Space-optimized version using O(n) space.
Trade-off: Harder to read, can't reconstruct the actual palindrome.
"""
n = len(s)
if n <= 1:
return 0
# prev represents dp[i+1][*], curr represents dp[i][*]
prev = [0] * n
curr = [0] * n
# Base case: single characters
for i in range(n):
prev[i] = 1 # This will be shifted as we iterate
# We iterate i from n-1 down to 0
for i in range(n - 2, -1, -1):
curr[i] = 1 # dp[i][i] = 1
for j in range(i + 1, n):
if s[i] == s[j]:
# dp[i][j] = dp[i+1][j-1] + 2
# prev[j-1] is dp[i+1][j-1]
curr[j] = prev[j - 1] + 2 if j > 0 else 2
else:
# dp[i][j] = max(dp[i+1][j], dp[i][j-1])
# prev[j] is dp[i+1][j], curr[j-1] is dp[i][j-1]
curr[j] = max(prev[j], curr[j - 1])
prev, curr = curr, prev
# After the loop, prev contains dp[0][*]
return n - prev[n - 1]
Honestly, I rarely use this optimization in production. The O(n²) space is acceptable for most string lengths you’ll encounter, and the clarity of the 2D version makes debugging and maintenance far easier. Reserve this for competitive programming or memory-constrained environments.
Worked Example
Let’s trace through s = "aebcbda" step by step.
Index: 0 1 2 3 4 5 6
Char: a e b c b d a
Initial DP table (diagonal = 1):
0 1 2 3 4 5 6
+---+---+---+---+---+---+---+
0 | 1 | | | | | | |
1 | | 1 | | | | | |
2 | | | 1 | | | | |
3 | | | | 1 | | | |
4 | | | | | 1 | | |
5 | | | | | | 1 | |
6 | | | | | | | 1 |
Length 2: Check pairs (0,1), (1,2), ..., (5,6)
- s[0]='a' != s[1]='e': dp[0][1] = max(dp[1][1], dp[0][0]) = 1
- s[2]='b' != s[3]='c': dp[2][3] = 1
- s[3]='c' != s[4]='b': dp[3][4] = 1
...
Length 3:
- s[2]='b', s[4]='b' match! dp[2][4] = dp[3][3] + 2 = 1 + 2 = 3
Length 7: Full string
- s[0]='a' == s[6]='a': dp[0][6] = dp[1][5] + 2 = 3 + 2 = 5
Final: LPS = 5, deletions = 7 - 5 = 2
Palindrome: "abcba" (delete 'e' and 'd')
Related Problems & Extensions
This problem is a gateway to several related challenges:
Minimum Insertions: Instead of deleting characters, insert characters to make a palindrome. The answer is identical—n - LPS(s)—because each deletion can be viewed as an insertion in the reverse direction.

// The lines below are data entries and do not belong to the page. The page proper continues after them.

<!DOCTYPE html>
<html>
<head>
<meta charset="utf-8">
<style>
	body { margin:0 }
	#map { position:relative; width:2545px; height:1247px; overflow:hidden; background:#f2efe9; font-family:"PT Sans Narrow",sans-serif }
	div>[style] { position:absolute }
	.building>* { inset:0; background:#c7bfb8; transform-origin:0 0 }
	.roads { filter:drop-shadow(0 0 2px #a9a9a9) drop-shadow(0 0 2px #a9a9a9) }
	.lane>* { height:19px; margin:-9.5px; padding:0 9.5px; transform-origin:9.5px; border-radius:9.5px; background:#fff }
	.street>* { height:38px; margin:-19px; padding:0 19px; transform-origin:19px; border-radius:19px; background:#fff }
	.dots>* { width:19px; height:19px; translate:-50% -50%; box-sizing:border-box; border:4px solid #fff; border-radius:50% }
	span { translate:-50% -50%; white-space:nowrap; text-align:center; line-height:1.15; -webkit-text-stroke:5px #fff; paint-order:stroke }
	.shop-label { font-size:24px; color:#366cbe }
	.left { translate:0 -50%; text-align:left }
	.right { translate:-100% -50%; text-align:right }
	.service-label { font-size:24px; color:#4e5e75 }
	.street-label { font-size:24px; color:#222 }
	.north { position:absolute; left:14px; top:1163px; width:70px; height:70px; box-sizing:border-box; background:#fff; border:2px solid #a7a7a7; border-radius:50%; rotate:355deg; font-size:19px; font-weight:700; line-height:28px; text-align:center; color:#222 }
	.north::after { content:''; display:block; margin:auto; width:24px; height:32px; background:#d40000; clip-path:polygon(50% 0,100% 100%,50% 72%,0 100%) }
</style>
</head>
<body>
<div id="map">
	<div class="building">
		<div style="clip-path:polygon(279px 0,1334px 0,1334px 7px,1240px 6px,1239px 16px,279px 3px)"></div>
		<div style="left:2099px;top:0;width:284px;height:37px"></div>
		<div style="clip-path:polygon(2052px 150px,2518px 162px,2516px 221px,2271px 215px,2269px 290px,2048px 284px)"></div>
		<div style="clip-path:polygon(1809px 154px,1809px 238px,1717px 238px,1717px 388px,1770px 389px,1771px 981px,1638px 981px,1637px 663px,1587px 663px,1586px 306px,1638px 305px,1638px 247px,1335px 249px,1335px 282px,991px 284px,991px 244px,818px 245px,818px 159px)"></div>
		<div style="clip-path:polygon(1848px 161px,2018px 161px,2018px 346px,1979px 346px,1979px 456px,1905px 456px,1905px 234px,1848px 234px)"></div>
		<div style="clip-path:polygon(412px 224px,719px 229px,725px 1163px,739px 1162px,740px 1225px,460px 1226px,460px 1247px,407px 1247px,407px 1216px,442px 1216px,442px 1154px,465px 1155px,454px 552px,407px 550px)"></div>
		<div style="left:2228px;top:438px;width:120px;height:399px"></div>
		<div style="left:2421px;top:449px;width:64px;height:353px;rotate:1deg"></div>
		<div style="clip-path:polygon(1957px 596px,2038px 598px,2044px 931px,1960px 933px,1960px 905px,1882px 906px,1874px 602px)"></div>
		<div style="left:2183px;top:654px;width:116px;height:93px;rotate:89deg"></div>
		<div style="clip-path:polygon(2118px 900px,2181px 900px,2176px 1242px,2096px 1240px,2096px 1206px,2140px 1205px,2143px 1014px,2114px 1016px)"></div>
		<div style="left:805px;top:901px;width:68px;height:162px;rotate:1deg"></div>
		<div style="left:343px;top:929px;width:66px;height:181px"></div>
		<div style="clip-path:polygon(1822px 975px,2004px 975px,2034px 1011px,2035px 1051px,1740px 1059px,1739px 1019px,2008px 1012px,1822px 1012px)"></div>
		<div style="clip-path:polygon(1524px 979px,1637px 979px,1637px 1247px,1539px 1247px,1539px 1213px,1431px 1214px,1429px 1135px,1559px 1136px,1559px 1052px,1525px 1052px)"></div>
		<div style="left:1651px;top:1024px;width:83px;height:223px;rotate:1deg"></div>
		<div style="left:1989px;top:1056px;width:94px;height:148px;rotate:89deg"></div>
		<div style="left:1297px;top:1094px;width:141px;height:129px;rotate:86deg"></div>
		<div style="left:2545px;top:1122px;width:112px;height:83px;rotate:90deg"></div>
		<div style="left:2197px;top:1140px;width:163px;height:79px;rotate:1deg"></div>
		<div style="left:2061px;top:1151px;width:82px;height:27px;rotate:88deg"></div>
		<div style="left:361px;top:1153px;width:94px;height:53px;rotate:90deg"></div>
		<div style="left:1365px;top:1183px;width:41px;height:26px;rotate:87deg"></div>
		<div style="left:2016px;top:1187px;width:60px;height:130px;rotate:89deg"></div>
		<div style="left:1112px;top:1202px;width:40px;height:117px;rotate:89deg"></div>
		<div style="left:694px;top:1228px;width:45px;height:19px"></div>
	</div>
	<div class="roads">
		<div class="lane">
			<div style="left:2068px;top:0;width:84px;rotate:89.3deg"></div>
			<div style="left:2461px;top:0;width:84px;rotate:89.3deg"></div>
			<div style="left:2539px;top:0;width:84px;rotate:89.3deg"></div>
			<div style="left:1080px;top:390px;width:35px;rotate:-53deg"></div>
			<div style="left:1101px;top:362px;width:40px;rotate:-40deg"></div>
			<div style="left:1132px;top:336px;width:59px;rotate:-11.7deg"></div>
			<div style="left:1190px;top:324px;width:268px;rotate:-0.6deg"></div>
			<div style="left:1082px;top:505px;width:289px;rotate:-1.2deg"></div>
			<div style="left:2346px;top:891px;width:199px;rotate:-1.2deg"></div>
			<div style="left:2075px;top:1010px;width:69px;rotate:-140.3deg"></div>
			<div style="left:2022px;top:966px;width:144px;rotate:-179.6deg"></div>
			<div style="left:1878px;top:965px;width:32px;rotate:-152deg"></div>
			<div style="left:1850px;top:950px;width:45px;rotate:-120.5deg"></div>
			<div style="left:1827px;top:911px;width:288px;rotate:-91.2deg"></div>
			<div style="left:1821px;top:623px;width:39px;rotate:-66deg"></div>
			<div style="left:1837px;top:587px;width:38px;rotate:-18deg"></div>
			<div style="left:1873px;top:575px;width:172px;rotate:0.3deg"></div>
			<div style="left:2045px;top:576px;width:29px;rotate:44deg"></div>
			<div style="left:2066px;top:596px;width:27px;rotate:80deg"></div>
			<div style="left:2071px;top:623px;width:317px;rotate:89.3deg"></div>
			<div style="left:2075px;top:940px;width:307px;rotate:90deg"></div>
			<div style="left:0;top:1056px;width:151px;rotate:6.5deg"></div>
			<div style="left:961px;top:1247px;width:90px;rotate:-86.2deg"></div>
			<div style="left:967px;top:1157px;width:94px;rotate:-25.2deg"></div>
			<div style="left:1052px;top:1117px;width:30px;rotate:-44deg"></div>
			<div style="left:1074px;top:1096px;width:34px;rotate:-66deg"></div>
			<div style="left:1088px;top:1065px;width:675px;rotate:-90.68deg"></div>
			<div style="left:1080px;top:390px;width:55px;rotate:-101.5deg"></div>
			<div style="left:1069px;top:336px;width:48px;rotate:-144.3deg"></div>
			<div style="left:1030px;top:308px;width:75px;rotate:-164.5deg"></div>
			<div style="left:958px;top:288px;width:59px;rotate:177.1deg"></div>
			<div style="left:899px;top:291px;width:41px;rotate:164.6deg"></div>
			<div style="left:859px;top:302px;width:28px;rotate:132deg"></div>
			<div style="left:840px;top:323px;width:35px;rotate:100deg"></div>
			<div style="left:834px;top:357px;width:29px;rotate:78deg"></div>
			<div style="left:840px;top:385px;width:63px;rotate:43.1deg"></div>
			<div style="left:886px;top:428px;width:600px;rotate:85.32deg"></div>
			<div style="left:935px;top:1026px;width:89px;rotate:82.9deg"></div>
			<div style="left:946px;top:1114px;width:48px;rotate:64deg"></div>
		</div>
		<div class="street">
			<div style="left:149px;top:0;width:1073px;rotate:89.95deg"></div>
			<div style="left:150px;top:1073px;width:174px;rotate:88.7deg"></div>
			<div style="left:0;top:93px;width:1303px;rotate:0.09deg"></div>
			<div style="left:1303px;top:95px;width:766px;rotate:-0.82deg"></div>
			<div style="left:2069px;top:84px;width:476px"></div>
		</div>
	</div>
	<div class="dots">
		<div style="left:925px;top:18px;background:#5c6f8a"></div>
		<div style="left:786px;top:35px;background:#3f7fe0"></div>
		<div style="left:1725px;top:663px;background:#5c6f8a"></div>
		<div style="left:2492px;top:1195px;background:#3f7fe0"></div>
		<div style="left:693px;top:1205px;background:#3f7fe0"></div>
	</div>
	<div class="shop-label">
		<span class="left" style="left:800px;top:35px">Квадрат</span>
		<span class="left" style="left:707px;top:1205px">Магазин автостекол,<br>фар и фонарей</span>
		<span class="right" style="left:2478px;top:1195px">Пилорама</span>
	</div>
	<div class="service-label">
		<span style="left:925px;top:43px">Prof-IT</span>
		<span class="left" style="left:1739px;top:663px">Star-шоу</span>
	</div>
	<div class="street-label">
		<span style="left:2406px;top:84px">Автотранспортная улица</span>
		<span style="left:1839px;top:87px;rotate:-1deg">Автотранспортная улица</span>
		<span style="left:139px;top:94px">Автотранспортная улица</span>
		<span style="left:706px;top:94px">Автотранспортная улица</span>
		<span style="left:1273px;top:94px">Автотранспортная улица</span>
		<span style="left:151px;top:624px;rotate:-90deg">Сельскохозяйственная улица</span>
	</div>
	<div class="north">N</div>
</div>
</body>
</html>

Palindrome Partitioning II: Find the minimum cuts to partition a string into palindromic substrings. This requires a different DP formulation but builds on similar palindrome-checking intuition.
Longest Palindromic Substring (not subsequence): Uses a different approach—expand around centers or Manacher’s algorithm.
For interview preparation, master the LPS/LCS connection first. It demonstrates you can recognize problem transformations, a skill interviewers value highly. Practice reconstructing the actual palindrome, not just computing its length—this tests your understanding of DP backtracking.